Senate debates

Tuesday, 23 June 2015

Committees

Environment and Communications References Committee; Report

4:57 pm

Photo of Anne RustonAnne Ruston (SA, Liberal Party) Share this | Hansard source

I too would like to make a small contribution in relation to the report tabled by Senator Urquhart this afternoon on behalf of the Environment and Communications References Committee. The government senators on this committee, me being one of them, consider that the premise of this inquiry really had nothing to do with Australia's environment. In fact, we thought it was completely baseless and motivated by political intent. The idea that the Abbott government is attacking the environment, following the disasters of the previous government in relation to things like green loans, the carbon tax and the home insulation scheme, seems really quite hypocritical.

The most distressing thing was, as the Greens were the ones that actually called for this inquiry, just the extraordinary scaremongering that went on. It was completely unnecessary and damaging scaremongering. Then, to come into this place to try to table this document was very disappointing. I put that in the context of being the chair of the Environment and Communications Legislation Committee and deputy chair of the references committee. I worked very hard with those opposite, whether it was the opposition, the Labor Party, the Greens or the crossbenchers. In every report we try to bring down a consensus report. This inquiry was so ridiculous that, right from the word go, you knew you could never even attempt to get a consensus report or an outcome in which this reference actually delivered a heap of recommendations which might have some meaning or some benefit for Australia. It was never going to do that, because the basis of the inquiry was never going to allow it to do that.

Something that just cannot go without being mentioned today is some of the facts and figures that were just put on the record by Senator Urquhart in relation to the emissions reduction fund. The reality is that this government put to the Australian public an emissions reduction fund, which was like a reverse auction, and we purchased 47 million tonnes of CO2 equivalent abatement. That is four times as much as achieved under the previous government's carbon tax. Those results alone clearly prove that the coalition's climate change policy is delivering real and significant abatement benefits, just as we said it would. For all the scaremongering that went on through this inquiry and previous inquiries into this particular issue, the cold, hard realities were that when the first round of reverse auctions came down it was quite clear that this particular program was working a whole heap better than the carbon tax had ever even attempted to work.

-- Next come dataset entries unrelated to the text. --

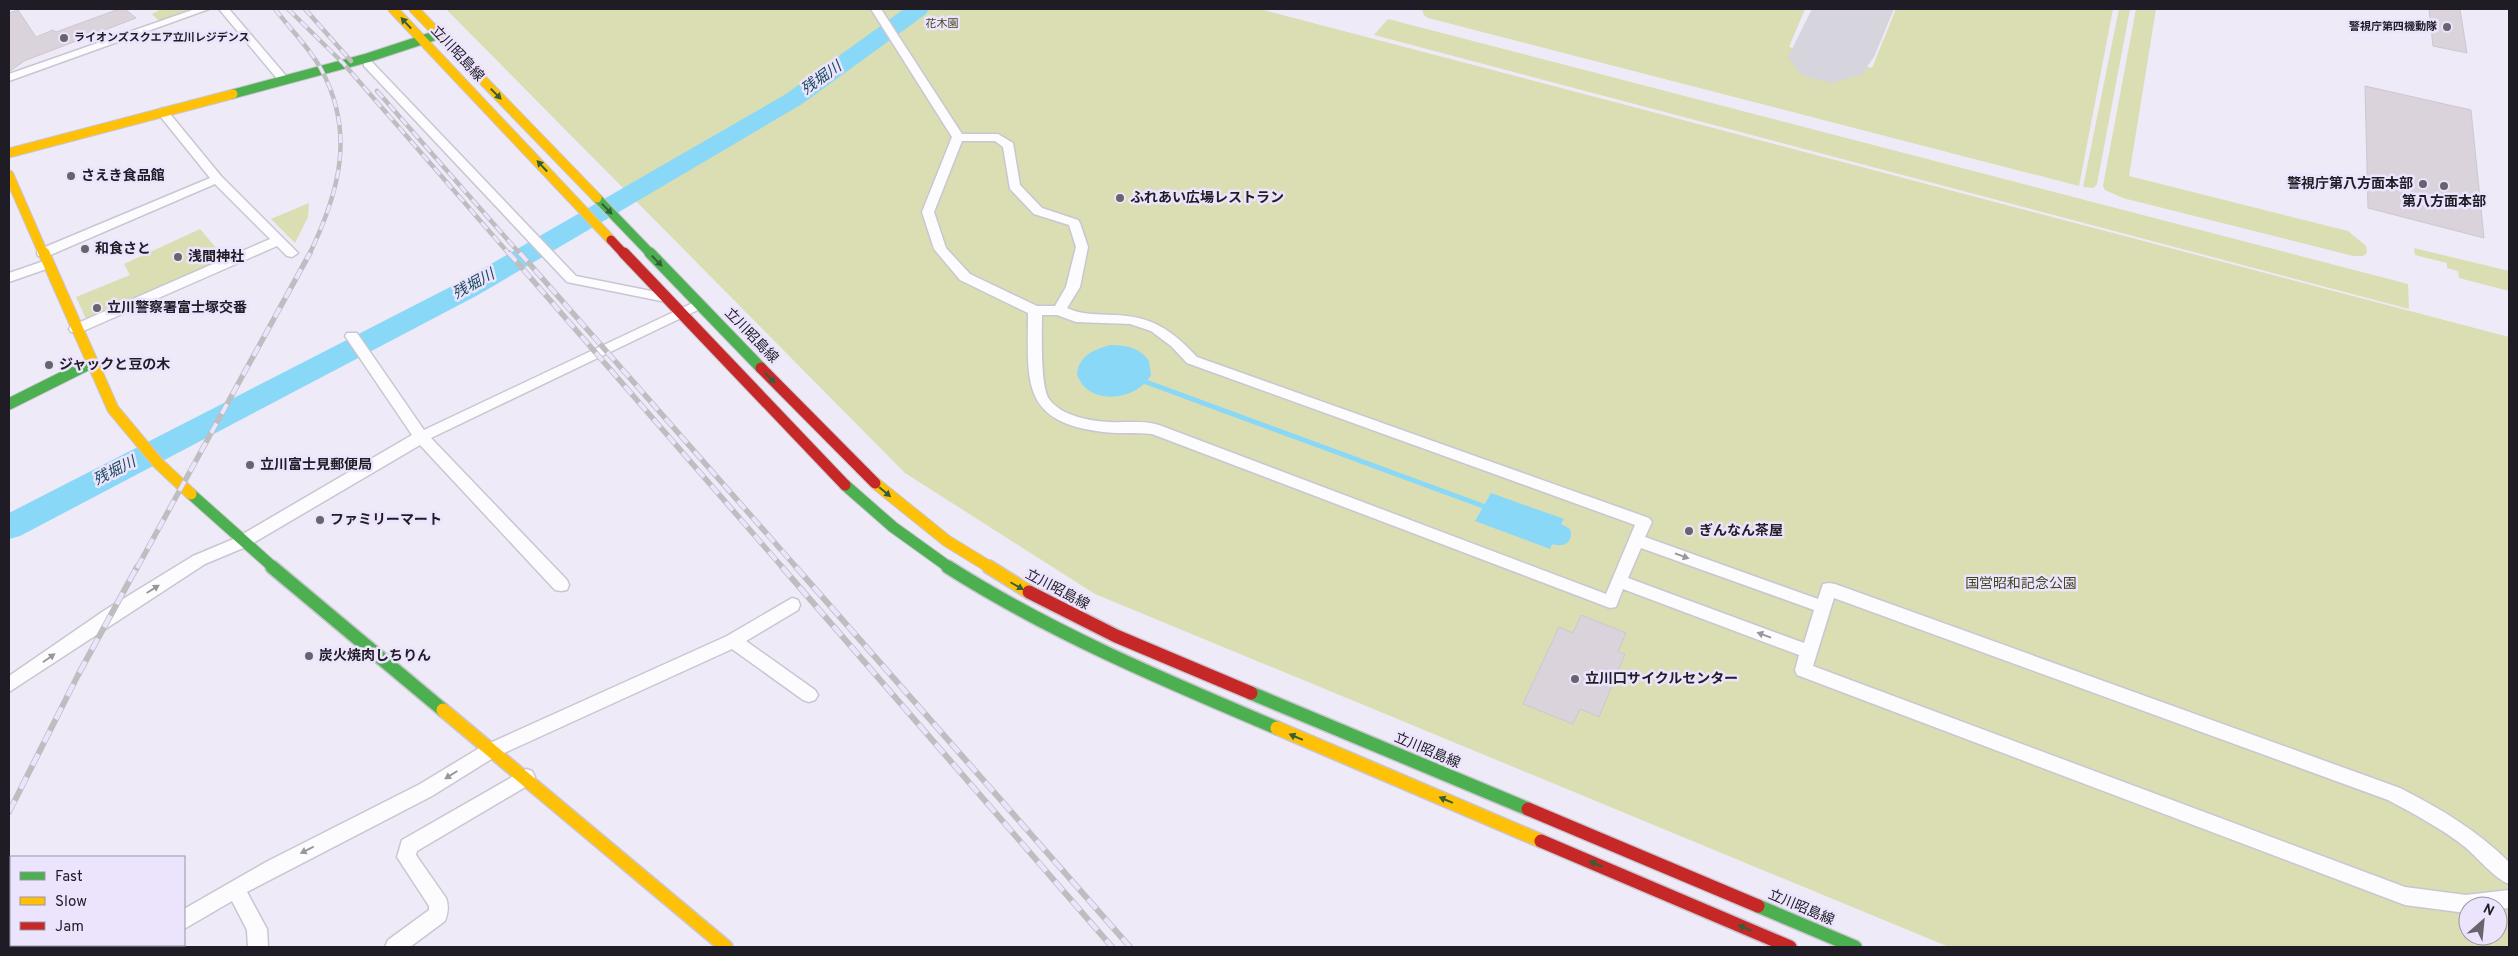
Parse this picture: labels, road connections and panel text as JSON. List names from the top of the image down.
{
  "streets": {
    "main road": ["立川昭島線"]
  },
  "water": ["残堀川"],
  "parks": ["花木園", "国営昭和記念公園"],
  "places": [
    "警視庁第四機動隊",
    "ライオンズスクエア立川レジデンス",
    "さえき食品館",
    "警視庁第八方面本部",
    "第八方面本部",
    "ふれあい広場レストラン",
    "和食さと",
    "浅間神社",
    "立川警察署富士塚交番",
    "ジャックと豆の木",
    "立川富士見郵便局",
    "ファミリーマート",
    "ぎんなん茶屋",
    "炭火焼肉しちりん",
    "立川口サイクルセンター"
  ],
  "legend": ["Fast", "Slow", "Jam"],
  "north": "top right"
}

If you sit down and have a look at it, the 47 million tonnes of abatement was delivered at an average of $13.95 per tonne. If you have a look at the $15.4 billion that was spent by the previous government on the carbon tax to try to reduce emissions, it works out at $1,300 a tonne. You do not have to be much of a mathematician to realise that that is actually 93 times more expensive. So, to come in here and suggest that this government is attacking the environment, when we have actually delivered, at a very reasonable cost to the taxpayer, something that they said we never would, is ridiculous. In addition to that, we are investing $2 billion to manage natural resources—things like Working on Country, the Green Army, the Reef Trust; there is a whole raft of policies and platforms that this government is delivering in support of our environment. And the redesign of the Landcare program: whilst there is no doubt that this government was left with a legacy of debt and deficit that you could not jump over, we still have tried to manage, within the resources that were available to us, programs that allow—particularly in the case of Landcare—decision making to go back to the local communities. I think Australians are sick to death of being told what to do by government. I think they would like to have a little bit more say in what is going on. The redesign of the Landcare program to allow this decision making to go back to local communities is but one example of the way this government believes we should be looking to run this country.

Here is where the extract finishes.